[Pacemaker] iscsi migration to slow (disk errors) what to do ...

Wed Jun 15 09:08:37 EDT 2011

On 14-06-11 22:35, Florian Haas wrote:
> On 06/14/2011 01:38 PM, Jelle de Jong wrote:
>> # disk erros during iscsi/drbd migration on kvm host system
>> http://paste.debian.net/119830/
> 
> You need to either use portblock (check the guide I mentioned in my 2/24
> message), or move the IP address to the end of the resource group.

I never read anything about portblock in the linbit guides. I saw a
glimpse of it in the video demonstration and now found the RA:
crm ra info ocf:heartbeat:portblock

I changed the IP address to the end of my resource groups
# group rg_iscsi iscsi0_target iscsi0_lun0 iscsi0_lun1 iscsi0_lun2
ip_virtual0

# root at finley:~# crm configure show
http://paste.debian.net/119911/

Can you share the crm configure show of the drbd cluster showed in the
video demonstration?

> Sure all your KVM block devices are using cache="none"?
file=/dev/lvm1-vol/kvm05-disk,if=none,id=drive-virtio-disk0,boot=on,format=raw,cache=none

# ps auxww | grep /usr/bin/kvm
http://paste.debian.net/119920/

please have a look at the kvm host maybe I missed something or you can
share some tips, they are all debian stable kvm guests

> You may also want to take a look at this guide:
> http://www.linbit.com/en/education/tech-guides/highly-available-virtualization-with-kvm-iscsi-pacemaker/
Have read it many times to see if I missed something...

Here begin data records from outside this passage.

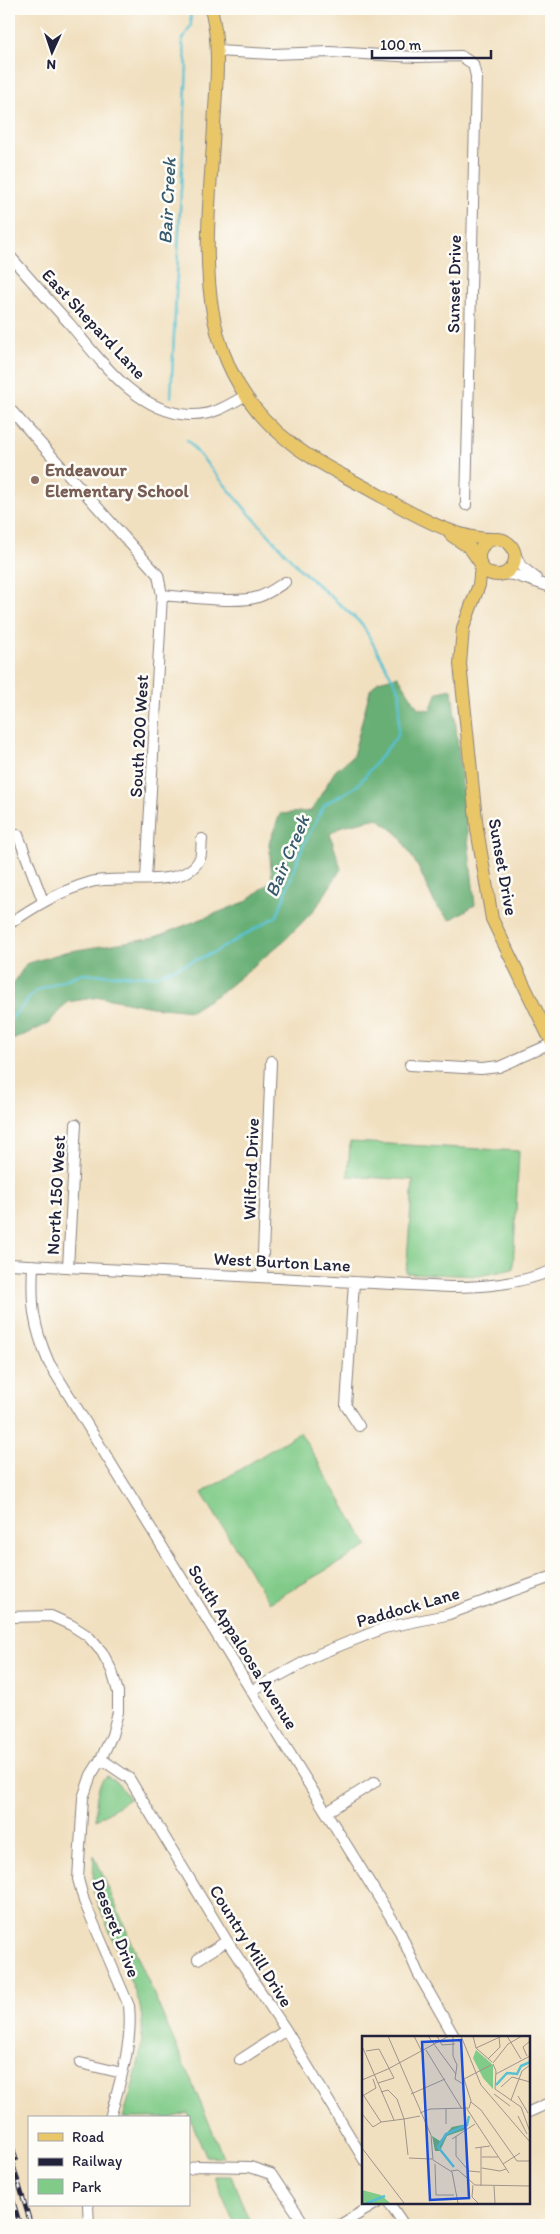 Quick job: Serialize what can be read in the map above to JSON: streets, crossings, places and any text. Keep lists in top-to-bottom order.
{
  "streets": {
    "main road": ["Sunset Drive"],
    "street": [
      "East Shepard Lane",
      "South 200 West",
      "Wilford Drive",
      "North 150 West",
      "West Burton Lane",
      "Paddock Lane",
      "South Appaloosa Avenue",
      "Deseret Drive",
      "Country Mill Drive"
    ]
  },
  "crossings": [
    ["Wilford Drive", "West Burton Lane"],
    ["North 150 West", "West Burton Lane"],
    ["West Burton Lane", "South Appaloosa Avenue"],
    ["Paddock Lane", "South Appaloosa Avenue"],
    ["Deseret Drive", "Country Mill Drive"]
  ],
  "water": ["Bair Creek"],
  "places": ["Endeavour Elementary School"],
  "legend": ["Road", "Railway", "Park"],
  "scale_bar": "100 m",
  "north": "bottom"
} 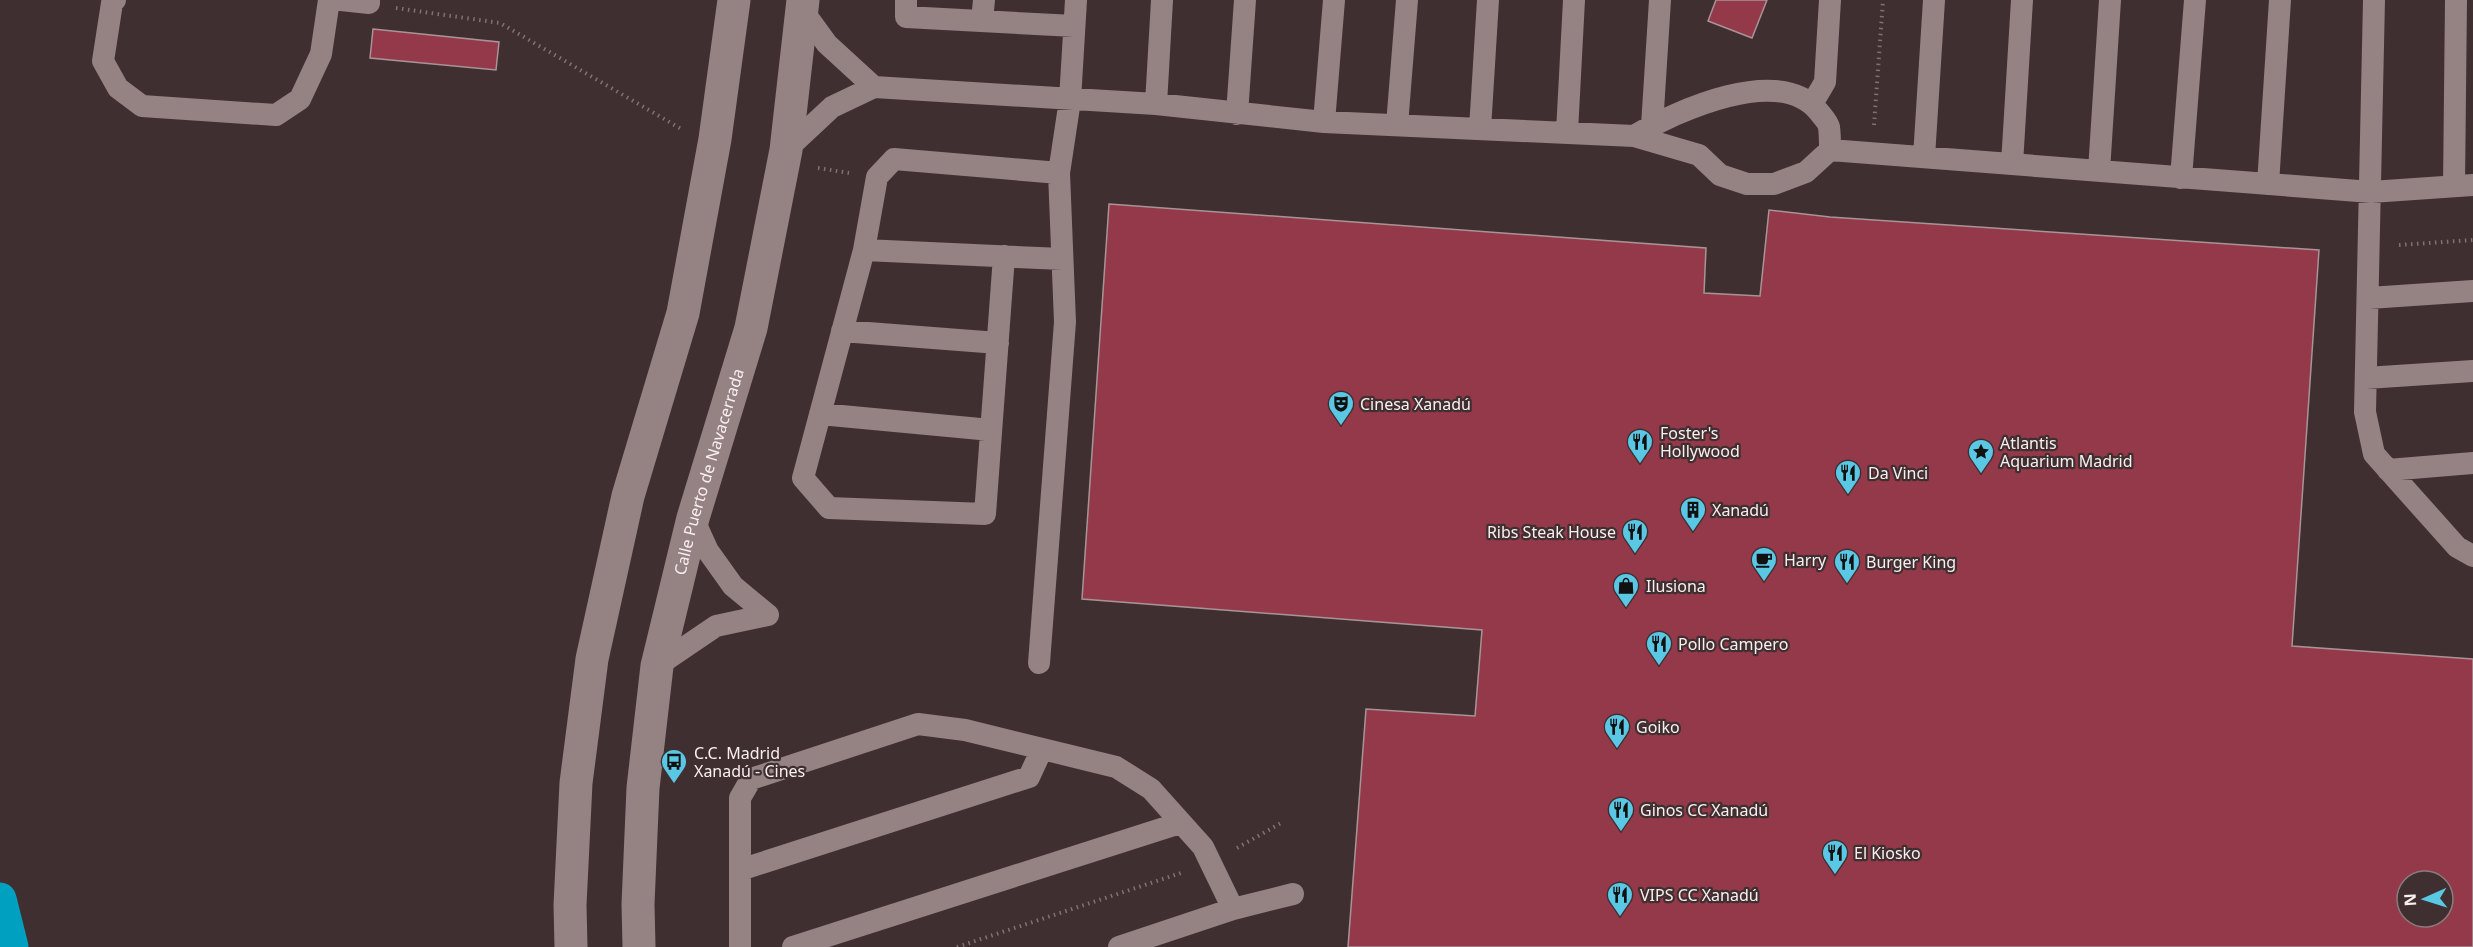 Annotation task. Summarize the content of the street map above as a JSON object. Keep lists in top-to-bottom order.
{
  "streets": {
    "street": ["Calle Puerto de Navacerrada"]
  },
  "places": {
    "theatre": ["Cinesa Xanadú"],
    "restaurant": [
      "Foster's Hollywood",
      "Da Vinci",
      "Ribs Steak House",
      "Burger King",
      "Pollo Campero",
      "Goiko",
      "Ginos CC Xanadú",
      "El Kiosko",
      "VIPS CC Xanadú"
    ],
    "place": ["Atlantis Aquarium Madrid"],
    "building": ["Xanadú"],
    "cafe": ["Harry"],
    "shop": ["Ilusiona"],
    "bus stop": ["C.C. Madrid Xanadú - Cines"]
  },
  "north": "left"
}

> http://linuxconfau.blip.tv/file/4719948/
Nice presentation! Thank you for all your time and efforts! Can you
share the crm configure show of these nodes?

So now the new stress testing! Moving the IP address to the end of the
resource group did wonders!!

My siege and bonnie tests just kept running, and the migration was done
in a maybe less then 10 seconds...

I did get some damages to the shared storage...

root at hennessy:~# dmesg
[56951.585704] device-mapper: snapshots: Snapshot is marked invalid.
[56951.590679] Buffer I/O error on device dm-24, logical block 0
..
[57077.664125]  connection1:0: detected conn error (1020)

root at hennessy:~# lvscan
/dev/dm-24: read failed after 0 of 4096 at 4294901760: Input/output error
/dev/dm-24: read failed after 0 of 4096 at 4294959104: Input/output error
/dev/dm-24: read failed after 0 of 4096 at 0: Input/output error
/dev/dm-24: read failed after 0 of 4096 at 4096: Input/output error

But no further damages... Seems to be almost stable enough for production.

The damage was to the lvm snapshot of the high IO load guest only and
the kvm guests kept running.

I am having a nice smile now :D  Any further tips are welcome!

Kind regards,

Jelle de Jong